Atmospheric chemistry of acetylacetone

A kinetic study on the reactions of the OH radical and ozone with acetylacetone (AcAc) has been performed in a 1080 L quartz glass reaction chamber using in situ FTIR spectroscopy analysis. Temperature dependent rate coefficients for the reaction of AcAc with the OH radical were determined over the temperature range 285-310 K using the relative kinetic method. The following Arrhenius expression was derived: k = 3.35 x 10(-12) exp((983 +/- 130)/T) cm3 molecule(-1) s(-1), where the indicated error is the two least-squares deviation. A rate coefficient (in units of cm3 molecule(-1) s(-1)) of (1.03 +/- 0.31) x 10(-18) has been obtained at (298 +/- 3) K for the reaction of ozone with AcAc. A product investigation on the gas-phase reaction of OH radical with AcAc was conducted in a 405 L borosilicate glass chamber using in situ FTIR spectroscopy to monitor reactants and products. Methylglyoxal, acetic acid, peroxy acetic nitrate (PAN) were positively identified as products with molar yields of (20.8 +/- 4.5)%, (16.9 +/- 3.4)%, and (2.0 +/- 0.5)%, respectively. From the residual infrared spectrum the main products are attributed to 2,3,4-pentantrione (CH3-CO-CO-CO-CH3) and its hydrated analogue pentan-2,3-dione-4-diol (CH3-CO-CO-C(OH)2-CH3). Based on the observed products, a simplified mechanism for the reaction of the OH radical with AcAc is proposed.

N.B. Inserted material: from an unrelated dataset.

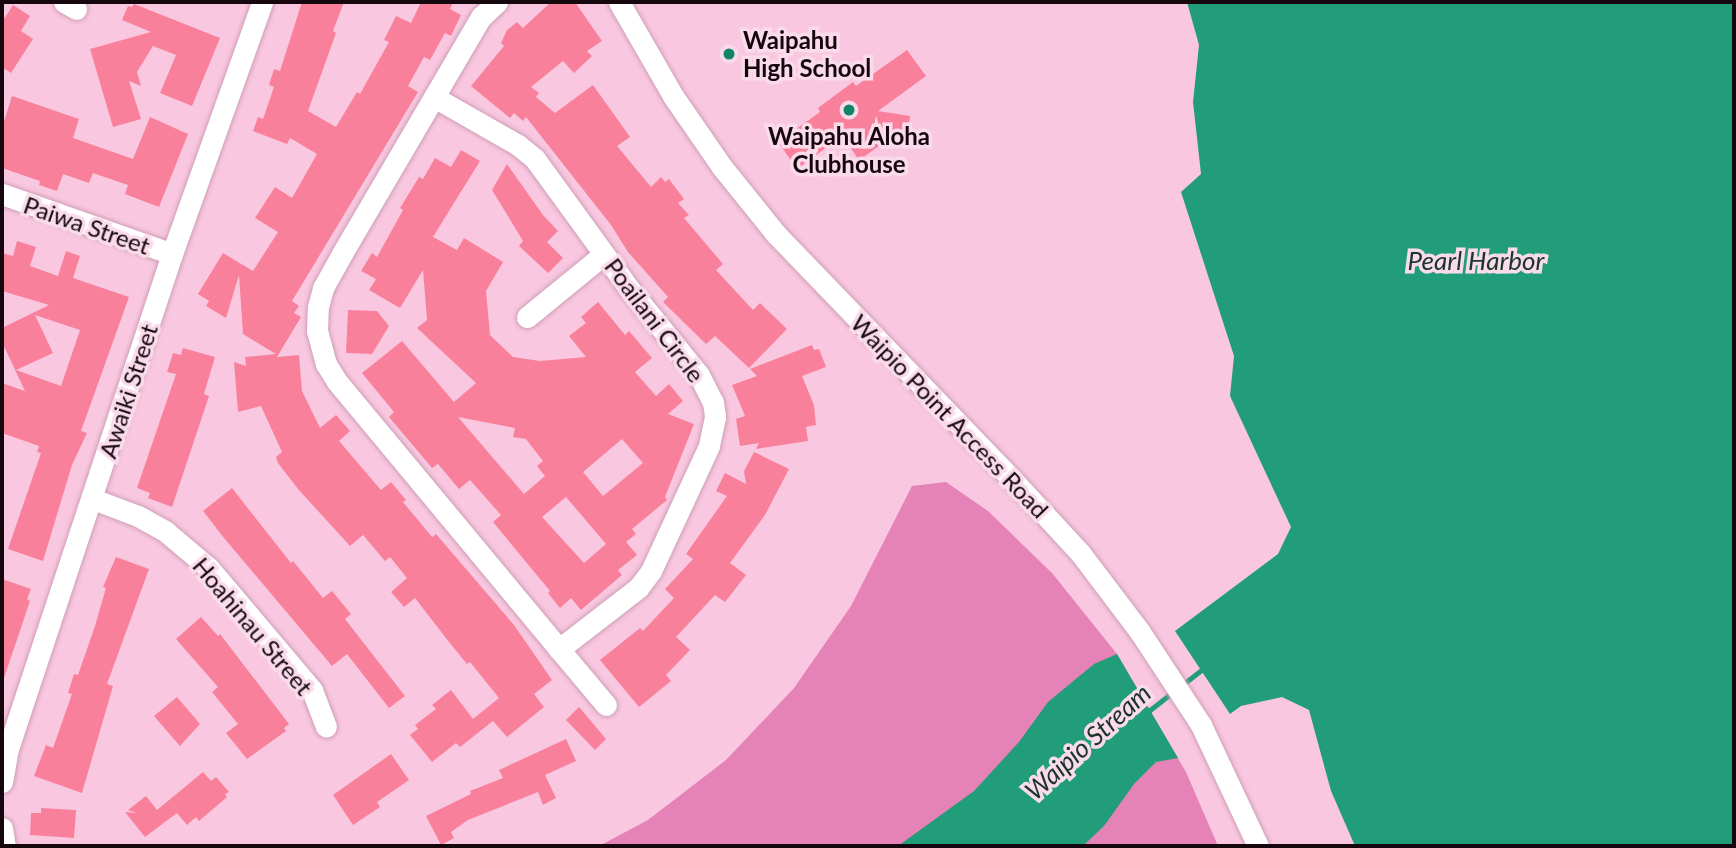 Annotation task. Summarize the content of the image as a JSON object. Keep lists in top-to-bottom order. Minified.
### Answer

Experimental and Theoretical UV Characterizations of Acetylacetone and Its Isomers

Cryogenic matrix isolation experiments have allowed the measurement of the UV absorption spectra of the high-energy non-chelated isomers of acetylacetone, these isomers being produced by UV irradiation of the stable chelated form. Their identification has been done by coupling selective UV-induced isomerization, infrared spectroscopy, and harmonic vibrational frequency calculations using density functional theory. The relative energies of the chelated and non-chelated forms of acetylacetone in the S0 state have been obtained using density functional theory and coupled-cluster methods. For each isomer of acetylacetone, we have calculated the UV transition energies and dipole oscillator strengths using the excited-state coupled-cluster methods, including EOMCCSD (equation-of-motion coupled-cluster method with singles and doubles) and CR-EOMCCSD(T) (the completely renormalized EOMCC approach with singles, doubles, and non-iterative triples). For dipole-allowed transition energies, there is a very good agreement between experiment and theory. In particular, the CR-EOMCCSD(T) approach explains the blue shift in the electronic spectrum due to the formation of the non-chelated species after the UV irradiation of the chelated form of acetylacetone. Both experiment and CR-EOMCCSD(T) theory identify two among the seven non-chelated forms to be characterized by red-shifted UV transitions relative to the remaining five non-chelated isomers.